# WHAT YOU SHOULD DO
Please count the lines below that contain the word "strokeStyle", and reply with that number alone.

# Source data
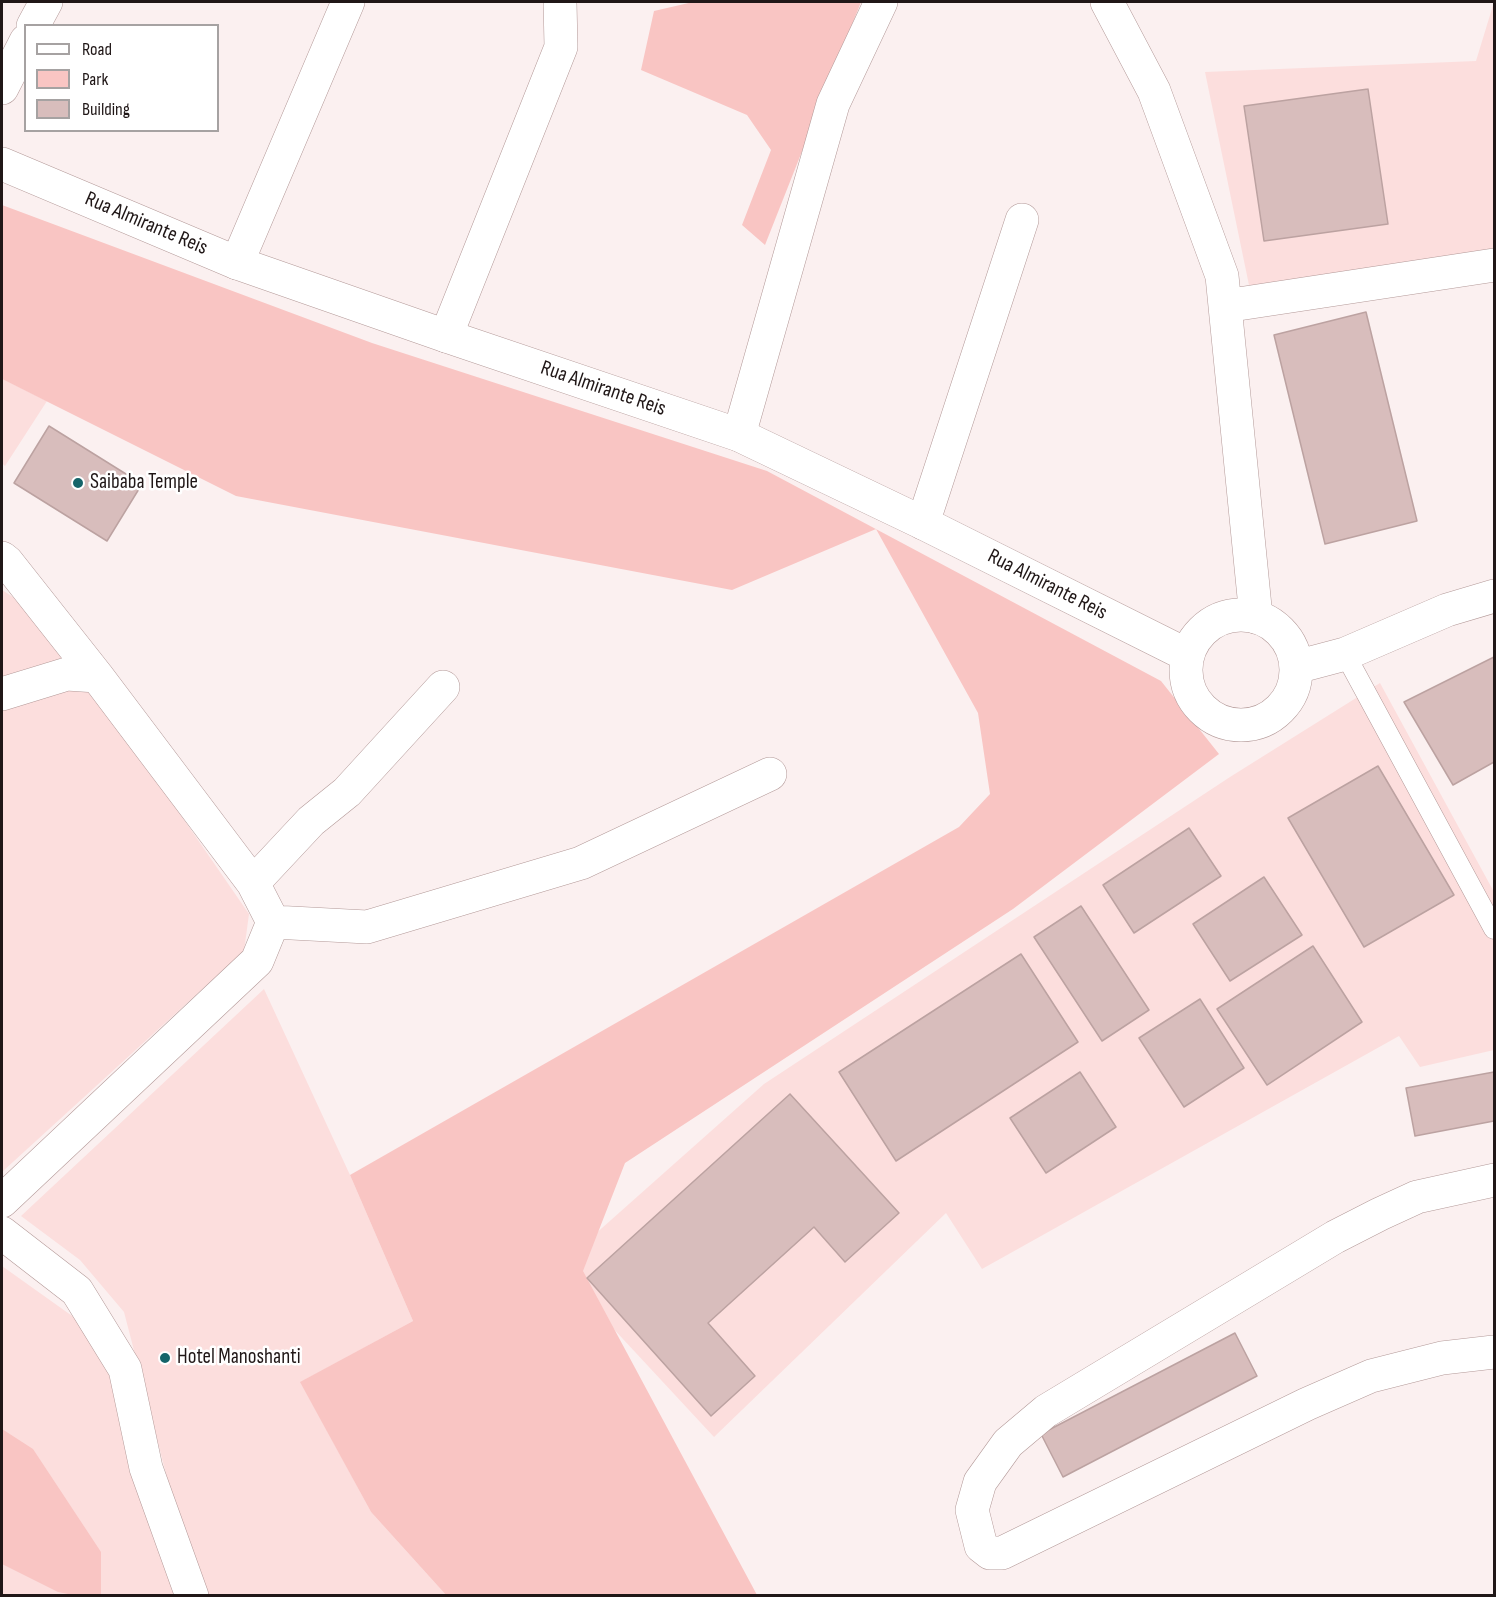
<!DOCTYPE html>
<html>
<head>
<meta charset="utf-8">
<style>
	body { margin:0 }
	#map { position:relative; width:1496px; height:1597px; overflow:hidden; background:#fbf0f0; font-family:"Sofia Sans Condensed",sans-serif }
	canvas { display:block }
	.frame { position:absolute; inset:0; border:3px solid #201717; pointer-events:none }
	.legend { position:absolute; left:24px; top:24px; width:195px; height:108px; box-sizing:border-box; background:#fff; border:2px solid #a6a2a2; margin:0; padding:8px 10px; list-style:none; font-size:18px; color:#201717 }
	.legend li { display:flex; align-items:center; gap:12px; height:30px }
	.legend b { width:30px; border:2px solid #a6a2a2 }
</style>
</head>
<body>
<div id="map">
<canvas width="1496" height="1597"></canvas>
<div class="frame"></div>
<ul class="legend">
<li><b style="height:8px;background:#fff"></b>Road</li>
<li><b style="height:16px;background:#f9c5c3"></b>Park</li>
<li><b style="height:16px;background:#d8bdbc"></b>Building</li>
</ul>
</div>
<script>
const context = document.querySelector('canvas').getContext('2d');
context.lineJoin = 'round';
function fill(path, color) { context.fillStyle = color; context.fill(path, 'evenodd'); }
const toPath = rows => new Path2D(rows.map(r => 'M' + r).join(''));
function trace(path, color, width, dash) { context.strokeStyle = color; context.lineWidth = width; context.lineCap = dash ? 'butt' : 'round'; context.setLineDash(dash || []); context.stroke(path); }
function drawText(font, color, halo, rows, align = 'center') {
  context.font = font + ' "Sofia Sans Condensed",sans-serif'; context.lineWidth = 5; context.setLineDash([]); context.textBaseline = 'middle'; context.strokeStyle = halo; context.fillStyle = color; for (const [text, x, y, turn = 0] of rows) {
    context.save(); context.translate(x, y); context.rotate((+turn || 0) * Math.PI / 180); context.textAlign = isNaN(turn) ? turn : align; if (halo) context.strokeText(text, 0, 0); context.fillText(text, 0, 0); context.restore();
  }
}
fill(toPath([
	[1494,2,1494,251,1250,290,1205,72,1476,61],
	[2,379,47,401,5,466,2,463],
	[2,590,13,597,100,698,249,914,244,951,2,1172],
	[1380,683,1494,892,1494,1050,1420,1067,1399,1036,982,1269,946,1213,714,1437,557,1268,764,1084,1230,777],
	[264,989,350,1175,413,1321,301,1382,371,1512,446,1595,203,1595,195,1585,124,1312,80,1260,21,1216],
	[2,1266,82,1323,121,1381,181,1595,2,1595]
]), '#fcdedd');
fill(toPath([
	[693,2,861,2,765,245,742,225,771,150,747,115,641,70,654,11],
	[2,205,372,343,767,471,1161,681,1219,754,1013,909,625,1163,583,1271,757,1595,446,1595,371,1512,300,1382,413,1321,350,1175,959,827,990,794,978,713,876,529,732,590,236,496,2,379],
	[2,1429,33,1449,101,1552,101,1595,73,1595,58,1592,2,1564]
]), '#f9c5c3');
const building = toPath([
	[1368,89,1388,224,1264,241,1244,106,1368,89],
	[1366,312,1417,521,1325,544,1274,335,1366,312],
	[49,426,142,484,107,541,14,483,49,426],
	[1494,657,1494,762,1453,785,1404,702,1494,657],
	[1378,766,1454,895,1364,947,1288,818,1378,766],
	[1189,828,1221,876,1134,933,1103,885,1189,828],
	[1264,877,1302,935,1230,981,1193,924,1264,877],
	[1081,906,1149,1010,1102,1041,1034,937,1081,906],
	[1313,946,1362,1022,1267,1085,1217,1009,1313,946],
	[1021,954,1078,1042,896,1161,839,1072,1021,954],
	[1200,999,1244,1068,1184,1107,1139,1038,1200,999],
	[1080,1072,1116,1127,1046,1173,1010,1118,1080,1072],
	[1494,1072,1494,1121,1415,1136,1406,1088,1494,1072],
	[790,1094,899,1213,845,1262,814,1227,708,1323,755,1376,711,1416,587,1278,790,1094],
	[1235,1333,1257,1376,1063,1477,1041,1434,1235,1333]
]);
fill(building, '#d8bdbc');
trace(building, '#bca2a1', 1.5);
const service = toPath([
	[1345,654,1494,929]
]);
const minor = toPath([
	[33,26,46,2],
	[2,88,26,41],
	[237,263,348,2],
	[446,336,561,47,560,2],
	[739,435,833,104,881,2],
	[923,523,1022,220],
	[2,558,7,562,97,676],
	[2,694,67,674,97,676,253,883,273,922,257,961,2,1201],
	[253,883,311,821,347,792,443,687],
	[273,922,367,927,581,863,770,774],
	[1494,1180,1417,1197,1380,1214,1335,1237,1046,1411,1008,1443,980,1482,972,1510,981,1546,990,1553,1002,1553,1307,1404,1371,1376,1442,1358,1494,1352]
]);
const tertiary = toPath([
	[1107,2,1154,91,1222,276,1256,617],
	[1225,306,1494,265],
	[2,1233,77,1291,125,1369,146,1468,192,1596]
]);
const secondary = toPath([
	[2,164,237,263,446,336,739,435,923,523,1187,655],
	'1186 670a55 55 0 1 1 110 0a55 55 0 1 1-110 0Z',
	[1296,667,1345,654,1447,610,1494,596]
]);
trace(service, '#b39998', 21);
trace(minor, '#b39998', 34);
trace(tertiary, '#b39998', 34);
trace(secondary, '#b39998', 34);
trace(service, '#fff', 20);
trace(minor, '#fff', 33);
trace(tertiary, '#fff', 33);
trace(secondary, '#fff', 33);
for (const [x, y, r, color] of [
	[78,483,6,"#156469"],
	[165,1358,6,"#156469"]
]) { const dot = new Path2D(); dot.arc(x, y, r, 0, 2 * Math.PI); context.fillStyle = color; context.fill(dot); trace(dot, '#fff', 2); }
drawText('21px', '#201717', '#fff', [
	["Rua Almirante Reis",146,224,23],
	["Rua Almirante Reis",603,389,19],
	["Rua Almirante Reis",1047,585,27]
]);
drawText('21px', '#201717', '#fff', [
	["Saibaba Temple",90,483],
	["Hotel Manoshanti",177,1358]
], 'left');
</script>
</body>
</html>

# EXPECTED ANSWER
2